Ils entrèrent dans la petite pièce qui devait ordinairement être un bureau au vu des rayonnages de livres qui couraient le long du mur de droite, et sentirent qu'ils étaient tout prêts d'entrer au cœur des événements à l'intensité du bruit de la musique langoureuse, et du bruissement des conversations et des éclats de rire qu'ils percevaient de plus en plus distinctement maintenant. Une tenture blanche avait été dressée sur la gauche de la pièce, certainement pour dissimuler le mobilier personnel de Monsieur d'Abzac, et servir de fond uniforme pour les photographies. Car ce « rite d'initiation », n'en était pas vraiment un, fort heureusement. Il s'agissait simplement de se faire prendre en photo. Simplement, du moins en apparence, car, en théorie, la photographie se devait d'être sexy, libertine, coquine … Plus qu'un rite d'initiation, c'était en fait une sorte de tradition au sein de « Plaisir masqué », qui immortalisait ainsi les participants à ces soirées. Photos de couples, photos de groupes, habillés ou dénudés, cette tradition donnait lieu, d'après ce que les Neo avaient expliqué aux gars, à des clichés tantôt érotiques, tantôt amusants.
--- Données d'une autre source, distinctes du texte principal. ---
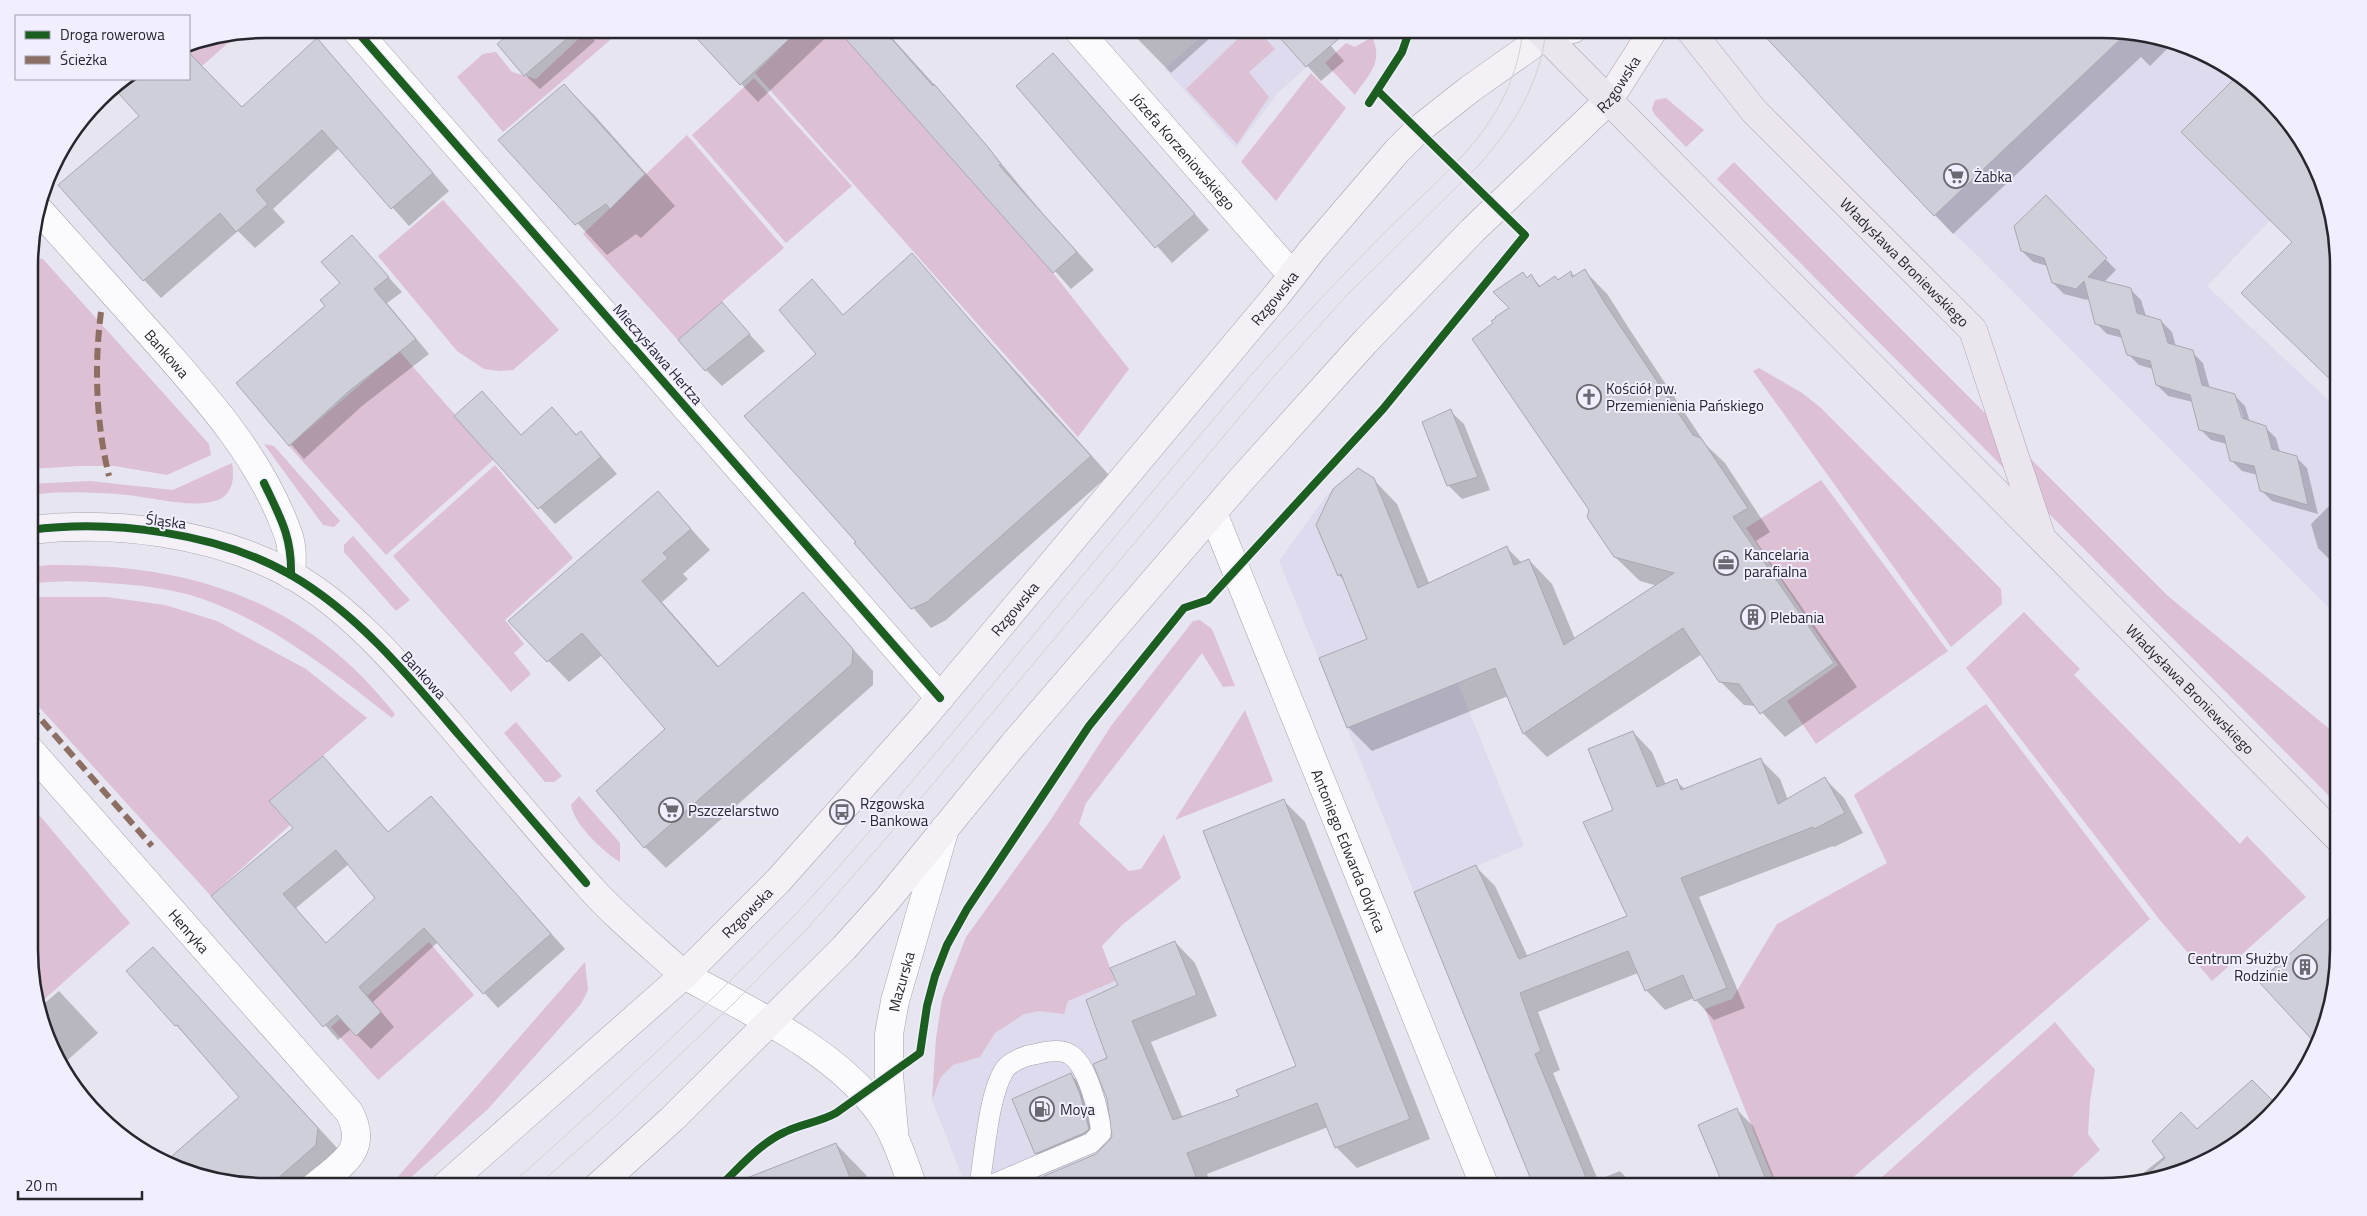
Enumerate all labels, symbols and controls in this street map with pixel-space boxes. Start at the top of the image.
legend [15,15,190,80]
text: Droga rowerowa [60,23,165,46]
text: Ścieżka [60,48,107,71]
street label: Rzgowska [1591,51,1646,118]
street label: Józefa Korzeniowskiego [1126,87,1241,215]
supermarket icon: Żabka [1943,163,1969,189]
place label: Żabka [1974,165,2013,188]
street label: Władysława Broniewskiego [1835,192,1975,332]
street label: Rzgowska [1245,265,1304,330]
street label: Mieczysława Hertza [607,298,709,410]
street label: Bankowa [139,324,196,383]
place label: Kościół pw. Przemienienia Pańskiego [1606,377,1764,417]
church icon: Kościół pw. Przemienienia Pańskiego [1576,384,1602,410]
street label: Śląska [144,507,188,535]
place label: Kancelaria parafialna [1744,543,1810,583]
office icon: Kancelaria parafialna [1713,550,1739,576]
street label: Rzgowska [985,576,1044,641]
building icon: Plebania [1740,604,1766,630]
place label: Plebania [1770,606,1825,629]
street label: Władysława Broniewskiego [2121,619,2260,759]
street label: Bankowa [396,646,452,705]
street label: Antoniego Edwarda Odyńca [1306,766,1393,936]
place label: Rzgowska - Bankowa [860,792,929,832]
supermarket icon: Pszczelarstwo [658,797,684,823]
place label: Pszczelarstwo [688,799,779,822]
bus stop icon: Rzgowska - Bankowa [829,799,855,825]
street label: Rzgowska [716,881,778,943]
street label: Henryka [163,903,216,959]
place label: Centrum Służby Rodzinie [2188,947,2288,987]
street label: Mazurska [882,948,920,1014]
building icon: Centrum Służby Rodzinie [2292,954,2318,980]
fuel station icon: Moya [1029,1096,1055,1122]
place label: Moya [1060,1098,1095,1121]
scale bar [18,1168,141,1200]
text: 20 m [25,1174,58,1197]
Castle et Beckett auraient pu tenter d'échapper à cette institution de « Plaisir masqué », mais pour accéder au salon de réception, il fallait passer par la pièce « Photographie », et éviter de se faire remarquer et d'attirer l'attention en refusant de se prêter au jeu, comme tous les autres invités.

Devant la tenture avait été installé un canapé, recouvert de tissus vaporeux et de coussins en plumetis, et à proximité, un ensemble d'objets divers destinés à servir d'accessoires. Les Neo présentèrent leurs nouveaux amis au photographe qui se tenait là, au milieu de la pièce, derrière le trépied-photo. Il les salua avec le sourire, se félicita d'avoir des nouveaux venus à photographier, avant d'entrer dans le vif du sujet.

- Quel style souhaitez-vous ?

- Euh …, murmura Castle, en jetant un regard à Kate.

- Glamour, sado-maso, fétichiste ? Romantique ? Madame en dominatrice ? suggéra le photographe en les dévisageant.

- Dominatrice, c'est tout Beckett …, rigola Esposito dans leurs oreilles.

- Tu crois que Castle se laisserait faire ? demanda Ryan d'une voix souriante.

- Glamour, non ? proposa timidement Kate, ignorant les rires de ses collègues,

- Glamour, c'est parfait, acquiesça aussitôt Rick, optant pour la prudence.

- Ok. Va pour glamour. Quels accessoires ? Menottes ? Fouet ? Fourrure ? Latex ? Habillés ? Déshabillés ? continua le photographe tout en farfouillant dans la caisse remplie d'objets.

Kate et Rick se lancèrent un regard hésitant, partageant leur appréhension, alors qu'Esposito et Ryan, morts de rire dans leurs oreilles, dissertaient sur les plaisirs du fouet.